▸ **Exercise**
Count how many lines in the data hold "halo". Only the number.

Dataset entries
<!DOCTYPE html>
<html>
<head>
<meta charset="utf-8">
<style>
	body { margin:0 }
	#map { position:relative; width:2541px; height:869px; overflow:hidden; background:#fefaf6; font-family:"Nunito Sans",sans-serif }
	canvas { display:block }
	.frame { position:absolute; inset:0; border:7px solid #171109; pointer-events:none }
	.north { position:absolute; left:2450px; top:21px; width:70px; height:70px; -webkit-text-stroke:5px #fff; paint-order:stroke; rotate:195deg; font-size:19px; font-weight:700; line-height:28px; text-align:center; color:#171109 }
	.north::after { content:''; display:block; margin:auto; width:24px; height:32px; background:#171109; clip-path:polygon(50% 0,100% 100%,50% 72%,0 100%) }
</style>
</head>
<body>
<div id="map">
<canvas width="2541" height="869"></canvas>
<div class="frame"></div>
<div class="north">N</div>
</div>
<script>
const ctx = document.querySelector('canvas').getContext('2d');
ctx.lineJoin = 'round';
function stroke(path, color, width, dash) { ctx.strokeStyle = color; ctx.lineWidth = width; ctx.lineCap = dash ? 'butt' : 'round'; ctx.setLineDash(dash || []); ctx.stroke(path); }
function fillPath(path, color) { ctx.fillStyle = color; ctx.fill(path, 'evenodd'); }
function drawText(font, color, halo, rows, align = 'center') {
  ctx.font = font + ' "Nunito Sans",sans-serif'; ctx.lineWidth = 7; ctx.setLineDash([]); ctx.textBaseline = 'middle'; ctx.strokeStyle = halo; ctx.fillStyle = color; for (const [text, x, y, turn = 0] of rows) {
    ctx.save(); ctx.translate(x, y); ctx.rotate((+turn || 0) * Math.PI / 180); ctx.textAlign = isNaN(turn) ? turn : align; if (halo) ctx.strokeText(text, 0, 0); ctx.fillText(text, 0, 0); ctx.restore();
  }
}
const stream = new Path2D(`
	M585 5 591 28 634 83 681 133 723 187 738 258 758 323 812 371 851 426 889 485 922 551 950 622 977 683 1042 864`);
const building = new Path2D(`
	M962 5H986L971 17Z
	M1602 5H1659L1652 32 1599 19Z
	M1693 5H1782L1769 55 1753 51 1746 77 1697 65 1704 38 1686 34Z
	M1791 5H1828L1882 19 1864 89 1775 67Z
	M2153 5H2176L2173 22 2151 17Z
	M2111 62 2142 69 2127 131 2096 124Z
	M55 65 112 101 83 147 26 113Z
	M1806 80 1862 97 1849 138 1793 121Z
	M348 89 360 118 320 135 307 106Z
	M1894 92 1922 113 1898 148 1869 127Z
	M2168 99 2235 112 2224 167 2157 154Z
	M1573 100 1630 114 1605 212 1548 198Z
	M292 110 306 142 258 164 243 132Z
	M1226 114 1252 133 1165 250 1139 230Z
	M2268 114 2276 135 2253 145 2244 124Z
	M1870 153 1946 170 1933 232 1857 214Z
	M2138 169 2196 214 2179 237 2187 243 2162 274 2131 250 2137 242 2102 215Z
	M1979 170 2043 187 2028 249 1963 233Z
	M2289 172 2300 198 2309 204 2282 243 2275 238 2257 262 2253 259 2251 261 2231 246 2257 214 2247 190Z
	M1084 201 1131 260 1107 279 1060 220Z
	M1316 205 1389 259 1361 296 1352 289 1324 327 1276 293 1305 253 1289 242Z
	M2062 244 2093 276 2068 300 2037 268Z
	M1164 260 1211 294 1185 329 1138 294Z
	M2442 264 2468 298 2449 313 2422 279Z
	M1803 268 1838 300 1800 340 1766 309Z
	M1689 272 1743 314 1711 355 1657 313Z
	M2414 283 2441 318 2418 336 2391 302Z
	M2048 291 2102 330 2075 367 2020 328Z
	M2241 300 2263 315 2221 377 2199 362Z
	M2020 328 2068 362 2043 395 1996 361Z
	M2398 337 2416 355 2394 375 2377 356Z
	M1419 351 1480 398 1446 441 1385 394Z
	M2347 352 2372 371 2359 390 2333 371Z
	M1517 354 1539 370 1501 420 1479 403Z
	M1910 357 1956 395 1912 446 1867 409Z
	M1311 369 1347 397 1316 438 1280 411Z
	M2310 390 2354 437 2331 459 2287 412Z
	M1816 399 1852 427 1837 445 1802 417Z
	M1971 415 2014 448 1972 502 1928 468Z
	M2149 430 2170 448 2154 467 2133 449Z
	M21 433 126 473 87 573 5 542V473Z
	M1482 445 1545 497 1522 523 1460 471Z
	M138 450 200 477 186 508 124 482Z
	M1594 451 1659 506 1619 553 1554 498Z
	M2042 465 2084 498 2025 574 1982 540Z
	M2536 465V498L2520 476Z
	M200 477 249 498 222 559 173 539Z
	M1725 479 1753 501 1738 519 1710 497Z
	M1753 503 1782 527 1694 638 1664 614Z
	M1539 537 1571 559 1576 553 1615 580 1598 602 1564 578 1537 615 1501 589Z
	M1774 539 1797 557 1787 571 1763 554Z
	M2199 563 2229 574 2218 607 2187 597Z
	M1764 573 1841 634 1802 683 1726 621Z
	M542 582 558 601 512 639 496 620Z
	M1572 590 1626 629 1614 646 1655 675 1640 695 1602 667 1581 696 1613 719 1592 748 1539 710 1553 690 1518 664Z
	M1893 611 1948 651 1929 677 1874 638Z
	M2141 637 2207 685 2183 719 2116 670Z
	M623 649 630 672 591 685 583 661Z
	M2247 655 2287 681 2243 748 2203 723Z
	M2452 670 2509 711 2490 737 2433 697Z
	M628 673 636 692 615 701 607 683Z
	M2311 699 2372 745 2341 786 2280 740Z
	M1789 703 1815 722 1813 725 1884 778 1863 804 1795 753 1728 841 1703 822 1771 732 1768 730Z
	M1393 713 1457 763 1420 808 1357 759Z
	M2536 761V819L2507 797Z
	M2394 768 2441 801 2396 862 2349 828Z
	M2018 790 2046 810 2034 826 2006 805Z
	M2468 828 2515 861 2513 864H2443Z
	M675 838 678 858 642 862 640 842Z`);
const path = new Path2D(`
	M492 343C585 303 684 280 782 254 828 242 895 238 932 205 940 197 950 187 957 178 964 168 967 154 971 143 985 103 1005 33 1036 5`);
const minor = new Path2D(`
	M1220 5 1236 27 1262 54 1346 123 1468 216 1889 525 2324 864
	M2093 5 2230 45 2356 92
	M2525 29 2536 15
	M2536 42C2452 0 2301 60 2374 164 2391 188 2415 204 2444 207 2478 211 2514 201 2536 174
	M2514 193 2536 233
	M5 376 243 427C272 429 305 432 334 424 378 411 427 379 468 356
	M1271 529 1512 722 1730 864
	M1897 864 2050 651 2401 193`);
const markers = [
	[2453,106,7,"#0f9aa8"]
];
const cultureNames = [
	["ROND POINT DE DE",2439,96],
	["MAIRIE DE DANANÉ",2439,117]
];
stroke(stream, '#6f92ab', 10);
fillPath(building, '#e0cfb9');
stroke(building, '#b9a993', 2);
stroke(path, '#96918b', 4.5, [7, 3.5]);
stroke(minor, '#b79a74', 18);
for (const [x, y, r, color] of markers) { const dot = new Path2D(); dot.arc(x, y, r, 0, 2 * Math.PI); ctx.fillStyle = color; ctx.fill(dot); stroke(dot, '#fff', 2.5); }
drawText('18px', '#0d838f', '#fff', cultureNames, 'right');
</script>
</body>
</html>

▸ **Reply**
3